Filter these entries down to the lines that hold the word "summary", and show each of them.

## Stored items
════
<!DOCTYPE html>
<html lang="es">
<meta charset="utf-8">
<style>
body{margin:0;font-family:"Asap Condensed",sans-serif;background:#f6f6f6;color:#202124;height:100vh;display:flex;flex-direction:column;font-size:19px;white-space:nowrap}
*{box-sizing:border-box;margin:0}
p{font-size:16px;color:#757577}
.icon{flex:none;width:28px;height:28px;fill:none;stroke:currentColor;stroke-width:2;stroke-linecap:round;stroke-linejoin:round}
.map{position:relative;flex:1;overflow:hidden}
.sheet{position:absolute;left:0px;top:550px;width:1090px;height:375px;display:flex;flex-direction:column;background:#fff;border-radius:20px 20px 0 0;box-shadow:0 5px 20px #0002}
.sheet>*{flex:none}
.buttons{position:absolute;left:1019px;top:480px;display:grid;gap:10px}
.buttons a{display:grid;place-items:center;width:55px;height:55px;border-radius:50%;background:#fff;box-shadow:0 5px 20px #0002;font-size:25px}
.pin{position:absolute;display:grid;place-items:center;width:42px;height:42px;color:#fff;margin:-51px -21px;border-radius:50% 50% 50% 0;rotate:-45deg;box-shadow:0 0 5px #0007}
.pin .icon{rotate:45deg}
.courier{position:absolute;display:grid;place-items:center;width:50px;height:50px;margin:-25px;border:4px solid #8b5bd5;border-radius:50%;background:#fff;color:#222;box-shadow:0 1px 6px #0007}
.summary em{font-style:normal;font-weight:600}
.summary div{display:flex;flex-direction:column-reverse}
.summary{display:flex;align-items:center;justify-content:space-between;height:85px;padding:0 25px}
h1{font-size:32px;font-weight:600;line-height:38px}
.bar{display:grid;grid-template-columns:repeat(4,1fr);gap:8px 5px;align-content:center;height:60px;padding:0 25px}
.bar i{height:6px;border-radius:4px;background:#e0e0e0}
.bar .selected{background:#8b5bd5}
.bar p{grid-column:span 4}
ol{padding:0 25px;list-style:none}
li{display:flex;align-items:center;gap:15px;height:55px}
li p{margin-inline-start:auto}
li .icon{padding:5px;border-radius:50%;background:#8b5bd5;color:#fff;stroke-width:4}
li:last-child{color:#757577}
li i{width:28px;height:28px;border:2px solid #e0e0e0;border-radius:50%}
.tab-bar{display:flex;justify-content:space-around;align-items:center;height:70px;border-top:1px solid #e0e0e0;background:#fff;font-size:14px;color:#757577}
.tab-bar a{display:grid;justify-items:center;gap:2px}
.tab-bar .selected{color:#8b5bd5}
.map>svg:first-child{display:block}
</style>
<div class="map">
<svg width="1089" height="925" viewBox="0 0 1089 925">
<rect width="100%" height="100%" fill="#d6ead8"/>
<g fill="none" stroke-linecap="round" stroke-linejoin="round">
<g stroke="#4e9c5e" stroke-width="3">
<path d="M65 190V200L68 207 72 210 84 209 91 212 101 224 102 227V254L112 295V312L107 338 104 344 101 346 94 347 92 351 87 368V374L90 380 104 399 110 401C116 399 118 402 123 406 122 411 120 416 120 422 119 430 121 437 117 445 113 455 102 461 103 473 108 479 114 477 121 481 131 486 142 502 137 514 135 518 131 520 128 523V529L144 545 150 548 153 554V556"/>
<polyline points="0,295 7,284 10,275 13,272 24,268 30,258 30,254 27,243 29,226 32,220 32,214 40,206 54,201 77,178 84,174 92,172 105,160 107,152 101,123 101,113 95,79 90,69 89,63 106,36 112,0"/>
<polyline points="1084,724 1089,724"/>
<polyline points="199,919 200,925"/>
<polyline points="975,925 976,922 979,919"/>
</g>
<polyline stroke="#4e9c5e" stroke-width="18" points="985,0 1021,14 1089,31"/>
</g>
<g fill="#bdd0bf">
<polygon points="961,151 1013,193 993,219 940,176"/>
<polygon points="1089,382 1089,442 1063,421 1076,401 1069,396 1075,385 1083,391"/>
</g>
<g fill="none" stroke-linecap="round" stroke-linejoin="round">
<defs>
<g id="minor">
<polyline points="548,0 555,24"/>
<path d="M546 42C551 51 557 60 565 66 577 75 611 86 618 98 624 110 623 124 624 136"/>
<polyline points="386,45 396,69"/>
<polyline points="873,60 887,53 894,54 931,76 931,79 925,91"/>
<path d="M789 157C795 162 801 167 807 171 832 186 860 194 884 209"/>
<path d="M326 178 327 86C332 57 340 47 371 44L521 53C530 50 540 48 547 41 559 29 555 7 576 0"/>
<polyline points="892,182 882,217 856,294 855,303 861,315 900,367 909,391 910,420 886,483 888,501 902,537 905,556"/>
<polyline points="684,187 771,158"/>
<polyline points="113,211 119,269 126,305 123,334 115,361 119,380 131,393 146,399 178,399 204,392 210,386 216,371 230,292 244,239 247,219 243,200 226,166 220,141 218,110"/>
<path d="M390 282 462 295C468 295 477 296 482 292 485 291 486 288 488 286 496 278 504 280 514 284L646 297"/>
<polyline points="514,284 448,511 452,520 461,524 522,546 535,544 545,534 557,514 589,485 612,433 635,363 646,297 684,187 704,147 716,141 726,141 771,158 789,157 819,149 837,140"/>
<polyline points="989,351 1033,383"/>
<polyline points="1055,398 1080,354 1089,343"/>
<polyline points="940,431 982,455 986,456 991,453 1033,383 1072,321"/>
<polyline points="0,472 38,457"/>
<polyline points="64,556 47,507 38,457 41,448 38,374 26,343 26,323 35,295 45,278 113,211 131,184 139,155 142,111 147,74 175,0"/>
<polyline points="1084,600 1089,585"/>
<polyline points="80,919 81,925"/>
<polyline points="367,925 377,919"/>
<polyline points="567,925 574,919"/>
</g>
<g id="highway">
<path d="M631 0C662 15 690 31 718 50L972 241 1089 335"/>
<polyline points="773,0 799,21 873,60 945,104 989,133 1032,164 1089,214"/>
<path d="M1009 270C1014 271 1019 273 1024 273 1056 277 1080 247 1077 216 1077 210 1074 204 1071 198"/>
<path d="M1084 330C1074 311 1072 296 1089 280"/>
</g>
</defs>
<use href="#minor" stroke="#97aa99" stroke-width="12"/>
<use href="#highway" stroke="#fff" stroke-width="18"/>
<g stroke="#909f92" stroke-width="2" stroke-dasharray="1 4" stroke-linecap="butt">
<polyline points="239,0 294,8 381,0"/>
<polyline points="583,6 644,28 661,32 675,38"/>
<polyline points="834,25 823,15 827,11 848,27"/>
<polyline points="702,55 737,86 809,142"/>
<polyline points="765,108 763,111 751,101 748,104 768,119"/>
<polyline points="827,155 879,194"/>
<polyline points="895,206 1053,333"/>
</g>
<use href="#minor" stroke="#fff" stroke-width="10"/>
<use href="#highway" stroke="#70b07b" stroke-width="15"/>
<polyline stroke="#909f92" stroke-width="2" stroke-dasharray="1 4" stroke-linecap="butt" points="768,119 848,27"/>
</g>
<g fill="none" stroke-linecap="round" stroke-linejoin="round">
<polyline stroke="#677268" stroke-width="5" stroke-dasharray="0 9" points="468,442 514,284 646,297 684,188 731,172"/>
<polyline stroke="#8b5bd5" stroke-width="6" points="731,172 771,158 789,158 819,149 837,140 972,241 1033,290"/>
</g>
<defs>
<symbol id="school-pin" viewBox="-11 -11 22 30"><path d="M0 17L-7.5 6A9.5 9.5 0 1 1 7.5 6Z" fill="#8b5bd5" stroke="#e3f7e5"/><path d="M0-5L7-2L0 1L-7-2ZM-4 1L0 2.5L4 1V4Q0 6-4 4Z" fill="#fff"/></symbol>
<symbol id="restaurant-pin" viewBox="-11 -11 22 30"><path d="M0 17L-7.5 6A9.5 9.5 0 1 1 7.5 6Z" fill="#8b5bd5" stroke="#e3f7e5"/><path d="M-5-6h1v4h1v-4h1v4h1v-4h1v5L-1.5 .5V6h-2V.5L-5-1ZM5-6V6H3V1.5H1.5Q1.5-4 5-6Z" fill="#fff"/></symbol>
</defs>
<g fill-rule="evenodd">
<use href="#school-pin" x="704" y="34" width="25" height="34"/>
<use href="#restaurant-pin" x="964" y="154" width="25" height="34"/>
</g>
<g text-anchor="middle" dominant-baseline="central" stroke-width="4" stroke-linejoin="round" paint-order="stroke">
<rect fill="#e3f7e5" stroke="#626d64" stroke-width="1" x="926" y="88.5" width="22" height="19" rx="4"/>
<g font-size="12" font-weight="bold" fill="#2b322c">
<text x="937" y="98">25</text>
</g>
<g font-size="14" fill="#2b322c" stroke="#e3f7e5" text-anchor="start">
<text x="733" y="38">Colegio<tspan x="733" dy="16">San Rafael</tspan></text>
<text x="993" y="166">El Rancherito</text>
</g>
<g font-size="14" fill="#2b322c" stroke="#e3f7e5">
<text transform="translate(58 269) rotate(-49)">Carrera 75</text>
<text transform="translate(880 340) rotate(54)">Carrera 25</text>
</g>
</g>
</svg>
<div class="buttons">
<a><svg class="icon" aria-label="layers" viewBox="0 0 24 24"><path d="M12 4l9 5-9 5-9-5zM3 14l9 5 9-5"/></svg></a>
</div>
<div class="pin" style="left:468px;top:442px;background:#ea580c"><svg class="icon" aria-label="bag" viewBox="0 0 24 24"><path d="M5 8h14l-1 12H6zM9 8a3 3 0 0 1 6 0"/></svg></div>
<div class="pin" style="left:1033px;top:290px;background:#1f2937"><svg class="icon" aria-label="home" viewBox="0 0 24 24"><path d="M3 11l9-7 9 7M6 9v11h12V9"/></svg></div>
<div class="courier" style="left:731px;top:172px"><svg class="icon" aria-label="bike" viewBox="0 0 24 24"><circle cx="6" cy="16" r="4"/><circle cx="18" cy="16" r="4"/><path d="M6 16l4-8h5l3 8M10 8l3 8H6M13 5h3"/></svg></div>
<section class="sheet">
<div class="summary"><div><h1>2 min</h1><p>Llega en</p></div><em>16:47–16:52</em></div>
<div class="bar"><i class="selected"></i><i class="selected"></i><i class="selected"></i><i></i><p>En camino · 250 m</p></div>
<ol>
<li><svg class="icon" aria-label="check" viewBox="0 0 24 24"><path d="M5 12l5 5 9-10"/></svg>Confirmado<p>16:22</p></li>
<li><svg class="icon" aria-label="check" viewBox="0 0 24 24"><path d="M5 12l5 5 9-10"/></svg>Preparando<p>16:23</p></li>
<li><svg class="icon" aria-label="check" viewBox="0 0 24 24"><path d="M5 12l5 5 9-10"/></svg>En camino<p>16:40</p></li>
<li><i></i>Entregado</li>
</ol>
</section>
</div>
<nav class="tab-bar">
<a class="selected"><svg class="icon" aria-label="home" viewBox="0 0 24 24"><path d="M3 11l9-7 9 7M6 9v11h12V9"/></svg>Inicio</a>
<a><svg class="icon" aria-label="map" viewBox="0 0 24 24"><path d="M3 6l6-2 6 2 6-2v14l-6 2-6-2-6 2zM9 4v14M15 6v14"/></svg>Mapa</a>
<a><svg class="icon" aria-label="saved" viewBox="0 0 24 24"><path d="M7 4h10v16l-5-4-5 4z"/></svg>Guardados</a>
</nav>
════
## Answer
.summary em{font-style:normal;font-weight:600}
.summary div{display:flex;flex-direction:column-reverse}
.summary{display:flex;align-items:center;justify-content:space-between;height:85px;padding:0 25px}
<div class="summary"><div><h1>2 min</h1><p>Llega en</p></div><em>16:47–16:52</em></div>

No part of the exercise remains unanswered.